*DATA RECORDS*.

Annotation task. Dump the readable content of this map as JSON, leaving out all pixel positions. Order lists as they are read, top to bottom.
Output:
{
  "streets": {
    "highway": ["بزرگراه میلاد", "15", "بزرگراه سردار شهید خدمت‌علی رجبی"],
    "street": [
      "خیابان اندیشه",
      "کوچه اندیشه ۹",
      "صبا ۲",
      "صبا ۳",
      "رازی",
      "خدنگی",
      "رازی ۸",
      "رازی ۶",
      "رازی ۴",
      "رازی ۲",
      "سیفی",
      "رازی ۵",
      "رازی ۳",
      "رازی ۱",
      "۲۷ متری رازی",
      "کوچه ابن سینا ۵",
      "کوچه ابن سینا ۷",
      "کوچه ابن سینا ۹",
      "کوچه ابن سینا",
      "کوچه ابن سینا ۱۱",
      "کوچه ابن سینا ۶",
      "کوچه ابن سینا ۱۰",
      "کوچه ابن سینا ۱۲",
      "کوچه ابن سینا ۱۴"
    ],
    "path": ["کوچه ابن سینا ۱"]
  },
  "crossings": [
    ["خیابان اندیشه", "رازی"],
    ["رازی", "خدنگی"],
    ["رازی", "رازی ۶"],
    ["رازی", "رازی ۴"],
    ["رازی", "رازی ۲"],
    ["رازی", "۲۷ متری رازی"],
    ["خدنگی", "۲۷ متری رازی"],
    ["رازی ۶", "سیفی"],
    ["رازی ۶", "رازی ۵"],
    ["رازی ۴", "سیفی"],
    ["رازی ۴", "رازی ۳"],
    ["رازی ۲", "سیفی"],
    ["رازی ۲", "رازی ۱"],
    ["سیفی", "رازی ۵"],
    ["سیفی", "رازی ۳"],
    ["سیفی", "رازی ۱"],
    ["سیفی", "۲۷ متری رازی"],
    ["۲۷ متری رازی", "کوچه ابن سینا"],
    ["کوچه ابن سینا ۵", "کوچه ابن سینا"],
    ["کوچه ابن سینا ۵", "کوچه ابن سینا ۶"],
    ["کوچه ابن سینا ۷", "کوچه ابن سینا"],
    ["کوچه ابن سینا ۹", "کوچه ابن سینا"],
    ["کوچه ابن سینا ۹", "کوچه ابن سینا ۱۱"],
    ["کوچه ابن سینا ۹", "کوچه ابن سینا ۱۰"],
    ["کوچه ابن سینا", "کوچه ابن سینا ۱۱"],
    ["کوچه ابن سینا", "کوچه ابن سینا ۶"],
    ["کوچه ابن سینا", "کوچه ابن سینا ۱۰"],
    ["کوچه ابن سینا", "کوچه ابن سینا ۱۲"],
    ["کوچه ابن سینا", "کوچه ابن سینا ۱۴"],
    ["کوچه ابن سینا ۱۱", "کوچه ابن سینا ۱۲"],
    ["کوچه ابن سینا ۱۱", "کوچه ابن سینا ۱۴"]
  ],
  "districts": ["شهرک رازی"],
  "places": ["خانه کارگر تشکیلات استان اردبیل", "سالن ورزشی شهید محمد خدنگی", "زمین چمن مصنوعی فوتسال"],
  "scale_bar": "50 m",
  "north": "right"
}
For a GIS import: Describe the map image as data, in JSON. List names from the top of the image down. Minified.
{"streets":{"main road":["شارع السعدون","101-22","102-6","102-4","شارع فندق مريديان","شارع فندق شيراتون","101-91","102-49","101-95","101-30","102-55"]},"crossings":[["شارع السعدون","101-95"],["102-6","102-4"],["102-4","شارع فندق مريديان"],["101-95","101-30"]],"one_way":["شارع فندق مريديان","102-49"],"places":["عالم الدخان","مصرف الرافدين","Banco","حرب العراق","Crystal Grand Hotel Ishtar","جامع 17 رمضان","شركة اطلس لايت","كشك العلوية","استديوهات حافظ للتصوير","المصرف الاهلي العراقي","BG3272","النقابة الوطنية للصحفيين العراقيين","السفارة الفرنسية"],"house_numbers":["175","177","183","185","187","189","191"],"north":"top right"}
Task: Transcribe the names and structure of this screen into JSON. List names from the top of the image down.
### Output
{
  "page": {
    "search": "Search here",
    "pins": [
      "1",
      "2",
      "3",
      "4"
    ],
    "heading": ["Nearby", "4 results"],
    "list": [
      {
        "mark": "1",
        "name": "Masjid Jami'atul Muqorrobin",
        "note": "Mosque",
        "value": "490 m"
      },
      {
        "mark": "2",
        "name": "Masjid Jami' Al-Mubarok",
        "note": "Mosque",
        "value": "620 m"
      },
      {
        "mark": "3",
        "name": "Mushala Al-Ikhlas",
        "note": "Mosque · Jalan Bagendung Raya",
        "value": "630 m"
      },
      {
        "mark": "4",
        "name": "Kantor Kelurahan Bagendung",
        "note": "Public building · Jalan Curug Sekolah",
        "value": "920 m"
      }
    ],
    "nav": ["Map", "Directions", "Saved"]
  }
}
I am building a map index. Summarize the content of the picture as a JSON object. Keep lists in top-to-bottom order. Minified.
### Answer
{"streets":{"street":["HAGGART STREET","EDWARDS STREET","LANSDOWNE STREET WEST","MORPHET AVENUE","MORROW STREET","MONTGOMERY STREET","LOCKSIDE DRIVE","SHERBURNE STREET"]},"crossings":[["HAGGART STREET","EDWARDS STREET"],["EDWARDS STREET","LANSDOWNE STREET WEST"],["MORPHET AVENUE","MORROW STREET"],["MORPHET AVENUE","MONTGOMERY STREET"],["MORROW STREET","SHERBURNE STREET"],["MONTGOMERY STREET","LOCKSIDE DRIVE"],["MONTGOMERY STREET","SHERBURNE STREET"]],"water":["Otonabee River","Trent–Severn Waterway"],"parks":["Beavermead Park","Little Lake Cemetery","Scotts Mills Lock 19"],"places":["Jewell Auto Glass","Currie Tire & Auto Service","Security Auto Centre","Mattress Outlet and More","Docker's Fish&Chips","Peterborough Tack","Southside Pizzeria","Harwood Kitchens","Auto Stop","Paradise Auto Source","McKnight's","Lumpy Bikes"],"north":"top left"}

*GOAL OF THE EXERCISE*.
Copy each line of the listing that includes "building".

*EXERCISE RESULT*.
        "note": "Public building · Jalan Curug Sekolah",
I am building a map index. Summarize the content of the picture as a JSON object. Keep lists in top-to-bottom order. Minified.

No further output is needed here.